House debates

Monday, 25 May 2015

Bills

Appropriation Bill (No. 1) 2015-2016, Appropriation Bill (No. 2) 2014-2015, Appropriation (Parliamentary Departments) Bill (No. 1) 2014-2015, Appropriation Bill (No. 5) 2014-2015, Appropriation Bill (No. 6) 2014-2015; Second Reading

12:56 pm

Photo of Mr Tony BurkeMr Tony Burke (Watson, Australian Labor Party, Shadow Minister for Finance) Share this | Hansard source

In the appropriations bills that are before us, we are effectively dealing with what at times in our history have been quite heated debates—they used to be called supply bills—and some of the most extraordinary moments in Australian politics have found their way into these debates. These days, given that we are not currently in a situation where oppositions are behaving quite the way they did in 1975, we find ourselves in a more measured debate but also with an opportunity of taking advantage of the standing order that applies only to these bills and to the Governor-General's address-in-reply where we are able to speak in a very broad-ranging way. It is necessary when you deal with this budget to speak in a broad-ranging way simply because the entire fiction of the fiscal approach of this government is made clear with the bills that are before us.
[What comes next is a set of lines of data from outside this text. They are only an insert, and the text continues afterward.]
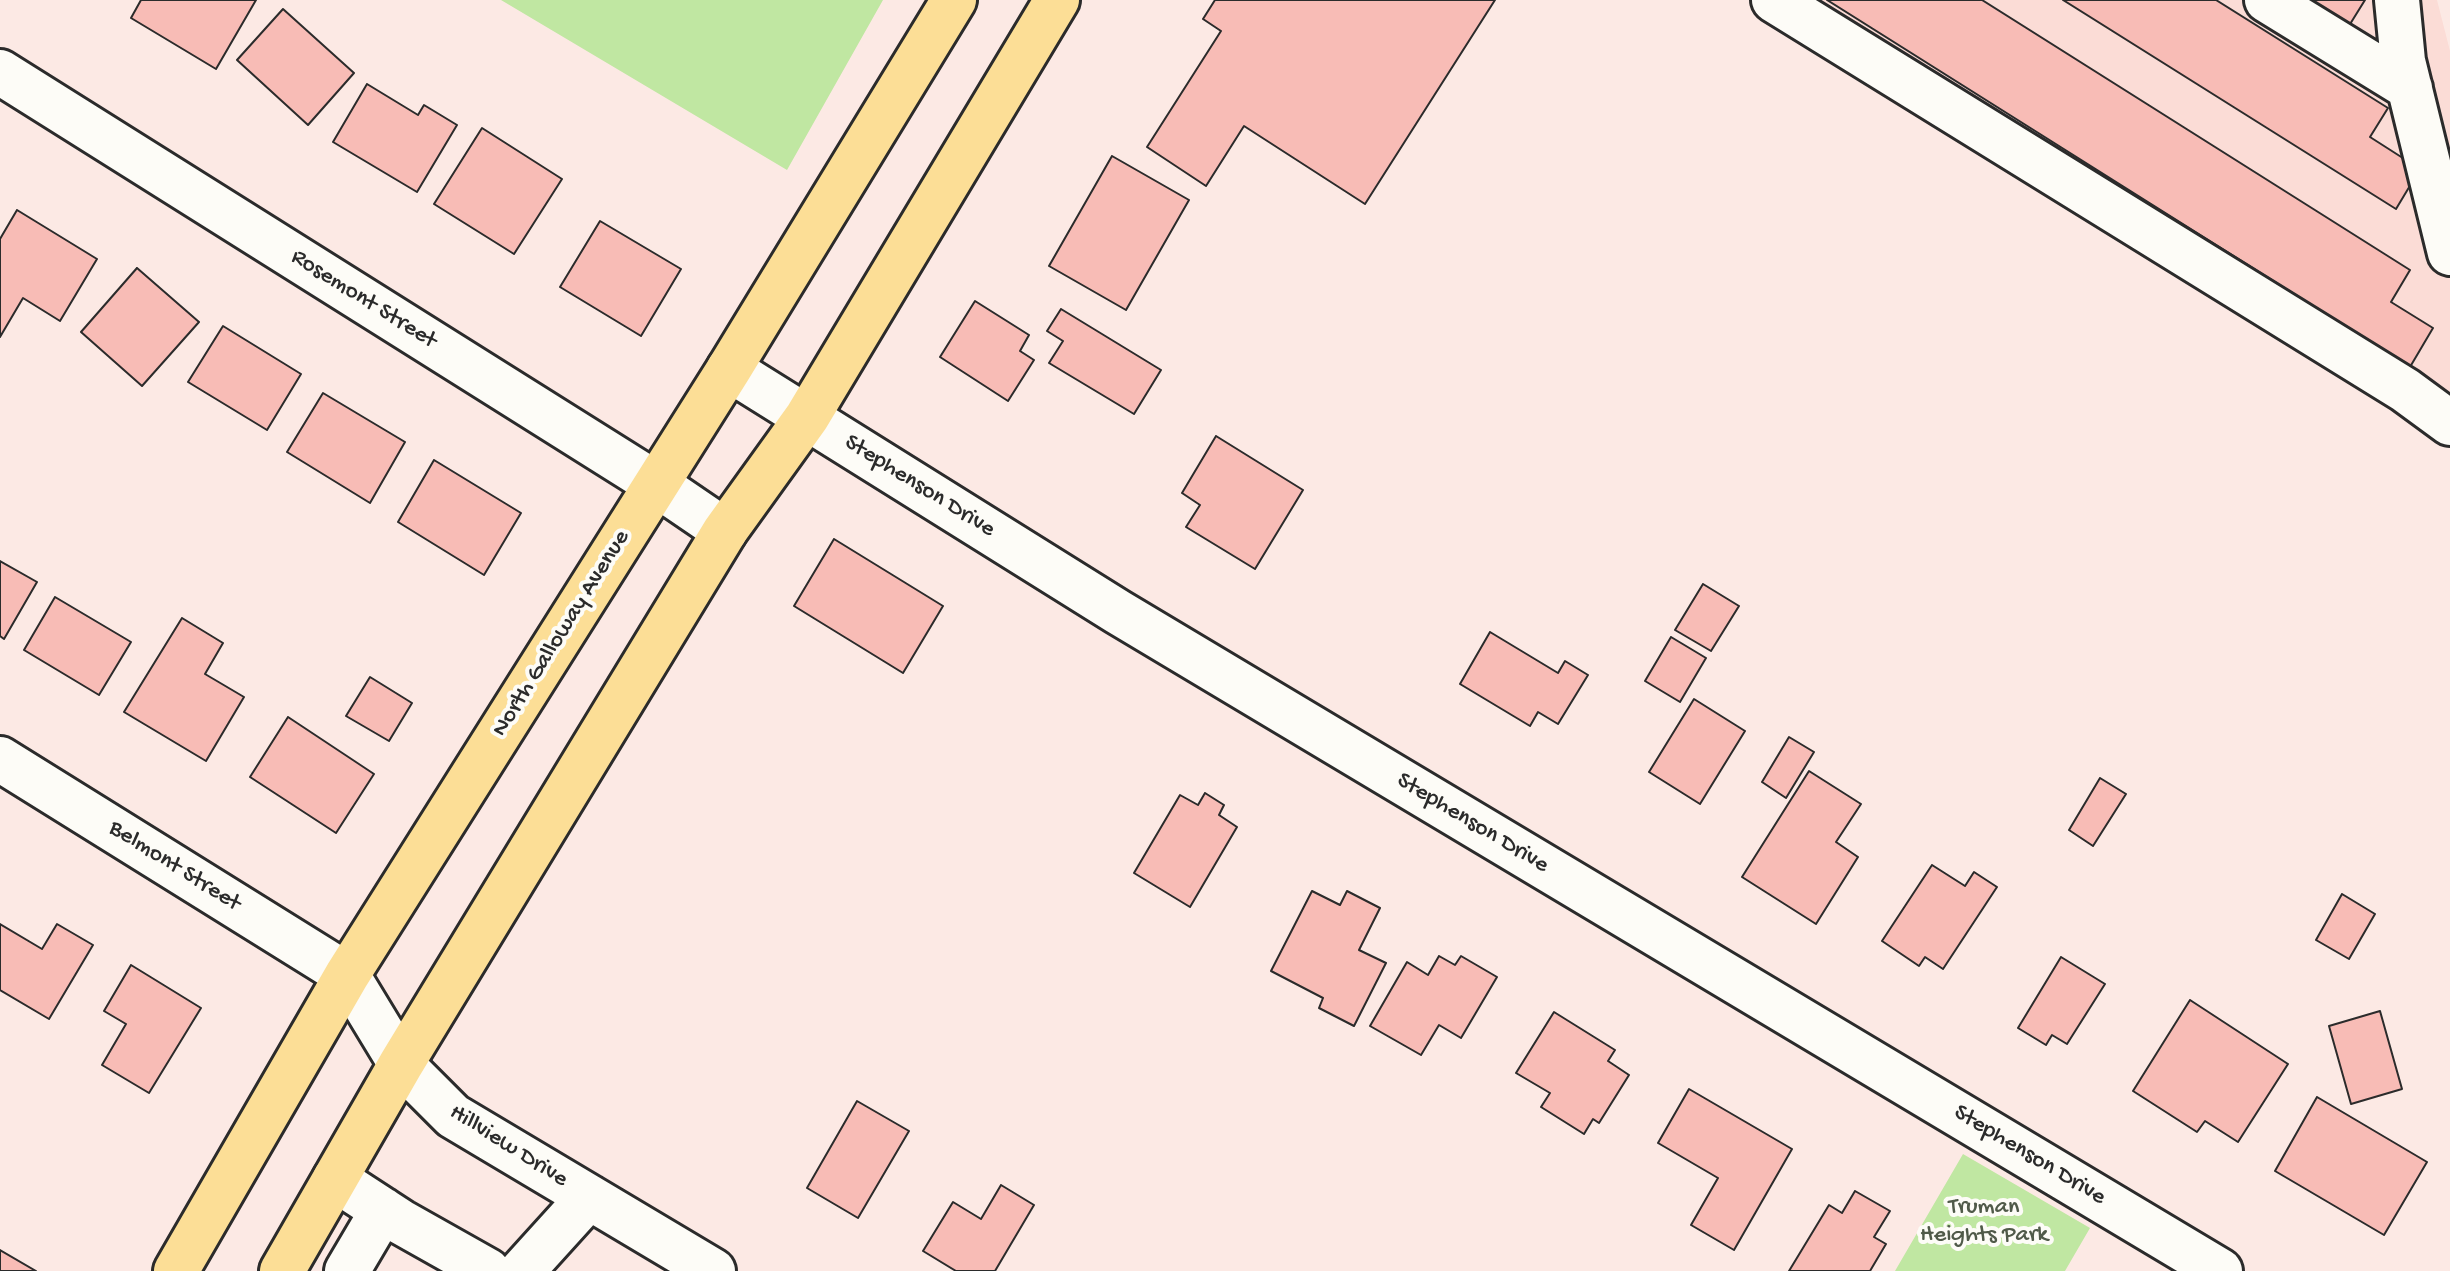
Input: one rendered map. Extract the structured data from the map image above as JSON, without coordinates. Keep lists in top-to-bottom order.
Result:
{
  "streets": {
    "main road": ["North Galloway Avenue"],
    "street": [
      "Rosemont Street",
      "Stephenson Drive",
      "Belmont Street",
      "Hillview Drive"
    ]
  },
  "crossings": [
    ["Rosemont Street", "North Galloway Avenue"],
    ["Stephenson Drive", "North Galloway Avenue"],
    ["North Galloway Avenue", "Belmont Street"],
    ["North Galloway Avenue", "Hillview Drive"],
    ["Belmont Street", "Hillview Drive"]
  ],
  "parks": ["Truman Heights Park"]
}
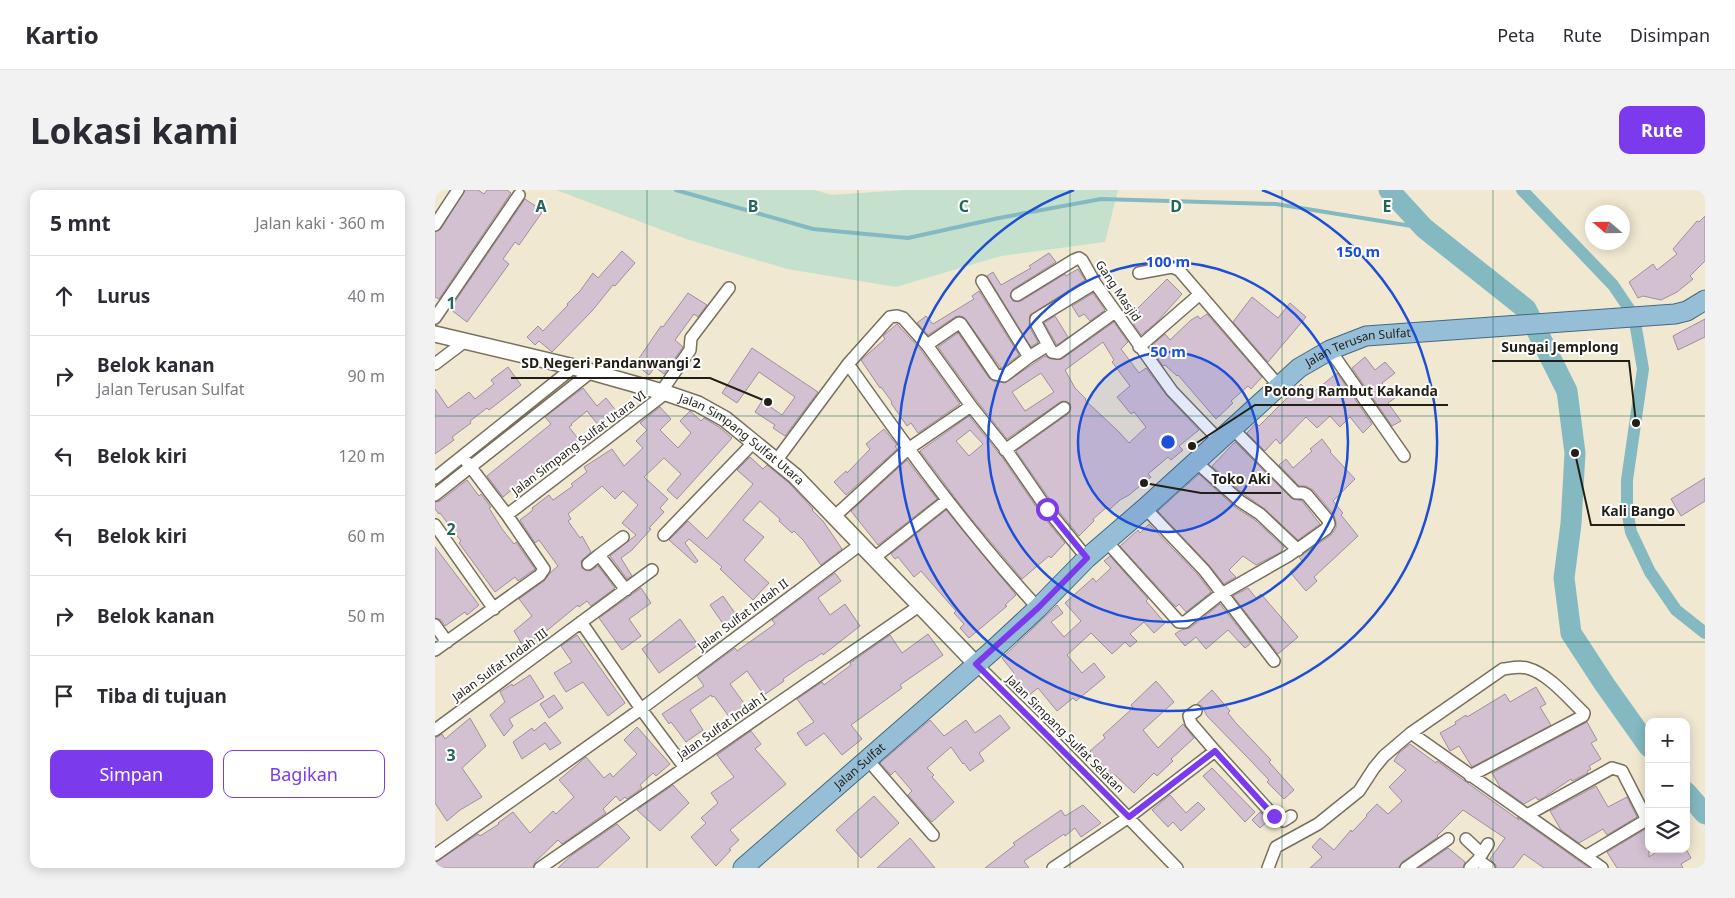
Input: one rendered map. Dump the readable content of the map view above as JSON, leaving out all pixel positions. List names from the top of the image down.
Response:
{
  "streets": {
    "main road": ["Jalan Terusan Sulfat", "Jalan Sulfat"],
    "street": [
      "Gang Masjid",
      "Jalan Simpang Sulfat Utara",
      "Jalan Simpang Sulfat Utara VI",
      "Jalan Sulfat Indah II",
      "Jalan Sulfat Indah III",
      "Jalan Sulfat Indah I",
      "Jalan Simpang Sulfat Selatan"
    ]
  },
  "crossings": [
    ["Gang Masjid", "Jalan Terusan Sulfat"],
    ["Jalan Terusan Sulfat", "Jalan Simpang Sulfat Utara"],
    ["Jalan Terusan Sulfat", "Jalan Simpang Sulfat Selatan"],
    ["Jalan Terusan Sulfat", "Jalan Sulfat"],
    ["Jalan Simpang Sulfat Utara", "Jalan Simpang Sulfat Utara VI"],
    ["Jalan Simpang Sulfat Utara", "Jalan Sulfat Indah II"],
    ["Jalan Simpang Sulfat Utara", "Jalan Sulfat Indah I"],
    ["Jalan Simpang Sulfat Utara", "Jalan Simpang Sulfat Selatan"],
    ["Jalan Simpang Sulfat Utara", "Jalan Sulfat"],
    ["Jalan Simpang Sulfat Selatan", "Jalan Sulfat"]
  ],
  "places": [
    "SD Negeri Pandanwangi 2",
    "Sungai Jemplong",
    "Potong Rambut Kakanda",
    "Kali Bango",
    "Toko Aki"
  ],
  "north": "left",
  "page": {
    "header": "Kartio",
    "nav": ["Peta", "Rute", "Disimpan"],
    "buttons": [
      "Rute",
      ["Simpan", "Bagikan"]
    ],
    "title": "Lokasi kami",
    "heading": ["5 mnt", "Jalan kaki · 360 m"],
    "list": [
      ["Lurus", "40 m"],
      ["Belok kanan", "Jalan Terusan Sulfat", "90 m"],
      ["Belok kiri", "120 m"],
      ["Belok kiri", "60 m"],
      ["Belok kanan", "50 m"],
      "Tiba di tujuan"
    ],
    "map_buttons": ["+", "−"]
  },
  "grid": {
    "columns": [
      "A",
      "B",
      "C",
      "D",
      "E"
    ],
    "rows": ["1", "2", "3"]
  },
  "rings": ["150 m", "100 m", "50 m"]
}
Prior to the last election in a budget reply when the now Prime Minister was Leader of the Opposition—at this very dispatch box here—he said:

People can be confident that spending, debt and taxes will always be lower under a coalition government.

We have a budget now where spending is higher, debt is higher and taxes are higher; notwithstanding that the guarantee from the then Leader of the Opposition was:

People can be confident that spending, debt and taxes will always be lower under a coalition government.

Then, after the previous budget on 19 May last year, he said:

but every day in the lead up to the last election, I said to people, 'We are going to get the Budget back under control.'

The form of control has been to double the deficit in 12 months.

Let us look at what the then Leader of the Opposition now Prime Minister said in that first quote. He said that spending would be lower under the coalition, debt would be lower under the Coalition and taxes would be lower under the coalition. In terms of spending, in the four years that followed the global financial crisis while Labor was still in government, we established a rule on spending growth that spending growth would not exceed two per cent and applied that year-on-year. Over those four years, we did not simply have the rule in place that spending growth would not go to more than two per cent, we more than met it. Over those four years, spending growth in fact remained on average at 1.3 per cent year-on-year. Under the coalition, spending growth over the next lot of forward estimates, averages 1.8 per cent. They said spending would be lower under a coalition government. Labor had a rule it had to stay below two per cent and actually delivered 1.3 per cent. The coalition, looking forward, is at 1.8 per cent over the forward estimates. Spending is running at 25.9 per cent of GDP—almost as high, within about 0.1 of one per cent, as it was during the global financial crisis. We had a need which was initially supported by both sides of politics but they then walked away from it. Had we in government walked away from the stimulus measures, if the then opposition had had their way, Australia would have gone into recession. The spending levels as a percentage of GDP are now nearly at that level again, without a global financial crisis.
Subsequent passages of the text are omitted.